City consultant Tom Kaliko of Baker Tilly reviewed an updated feasibility analysis during the council's public hearing, saying the revised forecast “is a conservative projection” and that, with some developer contribution, revenues are expected to “be sufficient … to fund the $6,600,000 in public infrastructure.” Kaliko said the RHID is a pay‑as‑you‑go incentive and that the developer bears the risk if the project does not generate the anticipated increment: “if the increment isn't generated, the developer just doesn't receive the reimbursement.”
Why it matters: the RHID provides tax‑increment‑style financing for residential development by capturing new tax revenue on increased assessed value and redirecting that increment to eligible public infrastructure costs.
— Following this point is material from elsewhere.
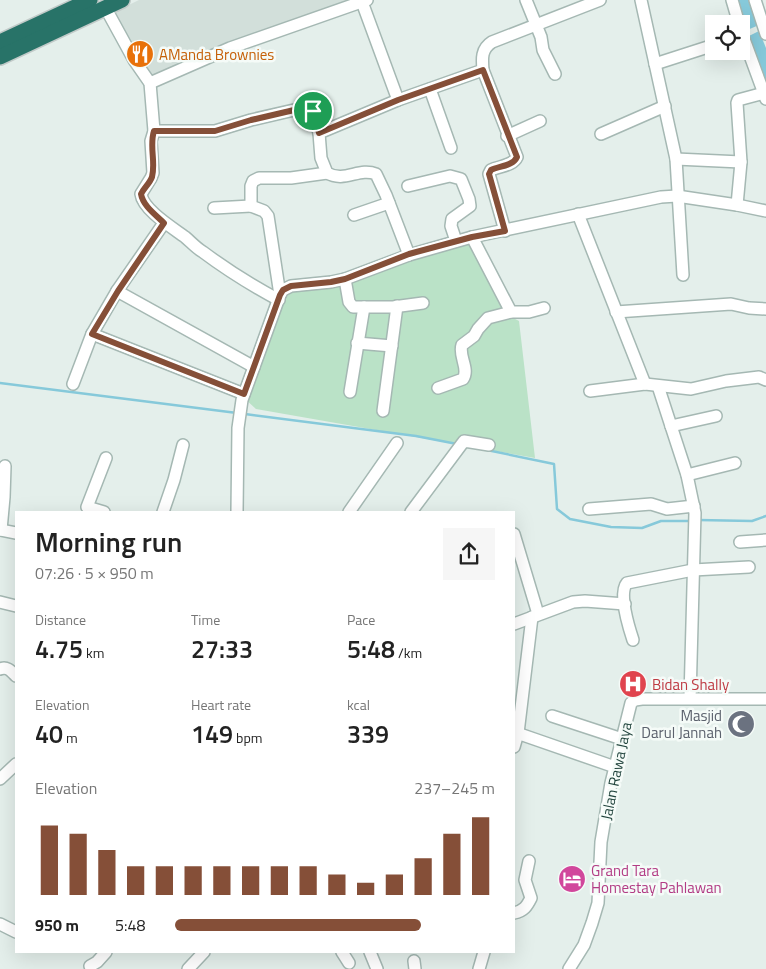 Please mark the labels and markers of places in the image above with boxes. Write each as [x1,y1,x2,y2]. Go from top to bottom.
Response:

The amended plan reduces the total number of housing units and shifts product types in a district planned near Grand Street and the railroad tracks across from the school.
Key facts and figures: the consultant recapped that the RHID footprint covers about 44 acres (27 of which are to be subdivided into single‑family lots), and that the base assessed valuation for the district was established in February 2023. Under the amendment, senior townhomes rise from 110 to 152 units; the previously proposed senior assisted‑living multifamily portion was eliminated; total living units in the RHID were described in the hearing as changing from 419 to 371. Kaliko said the updated forecast conservatively projects roughly $6,000,000 in supported increment, with any shortfall to be made up by developer contribution; the incentive cap remains at $6,600,000 and the RHID term originally set at 16 years has 13 years remaining.
Developer Mike Brock told the council he and his team contacted multiple assisted‑living operators over the last three years and were repeatedly told the market and price points “weren't ready” for a project in Gardner. Brock said: “we reached out to at least 10 different, retirement assisted living companies, and they all came back with the same answer that Gardner wasn't ready for a project like this.” Brock said strong phone and email interest in townhomes led the developer to reconfigure the product mix and that townhome pricing was now expected to start “in the high 300s” and more likely move into the $400,000s given current costs.
Council discussion centered on tradeoffs between preserving assisted‑living capacity and ensuring the project remains financially viable. Several council members urged caution about losing assisted‑living options in town; others argued that approving the amendment would deliver senior housing and community amenities now rather than risking no development. Councilmember Casey summarized a common view: “Definitely want the assisted living, but I want the senior housing more. And if I have to pick one or the other, I'm gonna pick the senior housing.”
Legal and process notes: staff clarified that the RHID development plan is a financial plan distinct from the city's planning and zoning preliminary development plan, which will be reconsidered by the Planning Commission as part of the zoning review. The council was also told an amended and restated development agreement would return to the council in August.
Final action: the council adopted Ordinance No. 2,845 approving the amended and restated Grand Street RHID development plan. The ordinance passed on the recorded council vote.
What remains open: multiple council members and the developer said they want to continue pursuing an assisted‑living option if market conditions later permit it. The developer indicated he would attempt to incorporate assisted‑living uses into a future building phase if feasible; staff and council discussed requiring or encouraging future consideration but did not impose a contractual obligation in the RHID ordinance.
Ending: the council's approval preserves the RHID financing cap and advances a mixed‑age residential project in southeast Gardner while leaving open future opportunities to reintroduce assisted‑living uses if providers and market economics change.